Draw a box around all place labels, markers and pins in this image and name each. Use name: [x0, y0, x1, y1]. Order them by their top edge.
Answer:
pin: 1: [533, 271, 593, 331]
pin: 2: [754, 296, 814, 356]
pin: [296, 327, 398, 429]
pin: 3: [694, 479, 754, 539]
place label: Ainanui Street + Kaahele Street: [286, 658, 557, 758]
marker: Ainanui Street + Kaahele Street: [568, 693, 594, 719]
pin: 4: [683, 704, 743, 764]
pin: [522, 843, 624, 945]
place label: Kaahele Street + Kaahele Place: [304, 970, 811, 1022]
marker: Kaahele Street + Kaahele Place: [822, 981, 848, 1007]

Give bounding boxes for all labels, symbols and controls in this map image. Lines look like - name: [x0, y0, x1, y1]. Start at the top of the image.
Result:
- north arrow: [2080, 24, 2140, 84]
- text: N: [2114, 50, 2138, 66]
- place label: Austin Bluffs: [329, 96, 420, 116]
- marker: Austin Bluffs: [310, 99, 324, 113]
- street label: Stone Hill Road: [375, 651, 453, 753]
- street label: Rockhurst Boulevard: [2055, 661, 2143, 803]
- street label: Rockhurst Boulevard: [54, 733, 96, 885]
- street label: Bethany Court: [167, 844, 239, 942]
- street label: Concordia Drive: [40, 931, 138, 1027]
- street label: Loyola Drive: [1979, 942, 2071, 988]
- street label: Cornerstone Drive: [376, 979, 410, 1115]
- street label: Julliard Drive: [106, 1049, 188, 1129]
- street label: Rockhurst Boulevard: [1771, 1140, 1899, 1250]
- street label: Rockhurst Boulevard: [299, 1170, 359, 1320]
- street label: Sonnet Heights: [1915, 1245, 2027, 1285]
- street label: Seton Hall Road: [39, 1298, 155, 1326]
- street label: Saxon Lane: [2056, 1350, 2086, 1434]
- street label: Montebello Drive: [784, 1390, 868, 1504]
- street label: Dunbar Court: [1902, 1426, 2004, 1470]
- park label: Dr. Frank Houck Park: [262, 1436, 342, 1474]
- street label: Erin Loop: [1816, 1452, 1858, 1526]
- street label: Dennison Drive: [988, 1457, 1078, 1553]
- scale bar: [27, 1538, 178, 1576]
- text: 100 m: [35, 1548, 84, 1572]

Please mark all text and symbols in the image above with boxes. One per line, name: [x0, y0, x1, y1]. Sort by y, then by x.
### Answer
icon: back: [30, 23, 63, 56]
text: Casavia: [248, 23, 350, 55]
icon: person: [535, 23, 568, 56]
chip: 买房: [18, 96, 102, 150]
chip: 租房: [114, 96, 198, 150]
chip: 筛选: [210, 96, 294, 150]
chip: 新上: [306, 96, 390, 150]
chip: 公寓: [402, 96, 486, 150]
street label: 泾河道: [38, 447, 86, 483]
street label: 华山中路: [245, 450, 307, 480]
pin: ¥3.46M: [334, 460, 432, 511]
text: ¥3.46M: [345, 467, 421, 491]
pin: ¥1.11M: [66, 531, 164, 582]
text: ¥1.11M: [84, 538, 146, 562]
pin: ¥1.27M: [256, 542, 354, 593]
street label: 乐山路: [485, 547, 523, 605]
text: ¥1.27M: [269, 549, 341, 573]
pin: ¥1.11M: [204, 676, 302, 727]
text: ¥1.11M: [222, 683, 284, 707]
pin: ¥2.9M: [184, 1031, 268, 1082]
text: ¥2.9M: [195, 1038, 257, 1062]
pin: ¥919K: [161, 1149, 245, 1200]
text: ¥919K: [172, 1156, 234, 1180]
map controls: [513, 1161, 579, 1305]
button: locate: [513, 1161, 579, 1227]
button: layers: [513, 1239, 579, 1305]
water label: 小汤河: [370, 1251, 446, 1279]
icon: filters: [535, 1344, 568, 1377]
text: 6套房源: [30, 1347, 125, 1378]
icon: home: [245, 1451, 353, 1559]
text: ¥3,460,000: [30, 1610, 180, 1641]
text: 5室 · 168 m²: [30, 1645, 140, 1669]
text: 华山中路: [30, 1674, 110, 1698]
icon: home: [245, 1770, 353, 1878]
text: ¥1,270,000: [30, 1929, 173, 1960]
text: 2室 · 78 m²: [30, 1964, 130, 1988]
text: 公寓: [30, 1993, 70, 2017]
•••
* WHAT TO WORK ON: Which lines of the data include the word "Road"? Copy each one.

* ANSWER BOX:
- street label: Stone Hill Road: [375, 651, 453, 753]
- street label: Seton Hall Road: [39, 1298, 155, 1326]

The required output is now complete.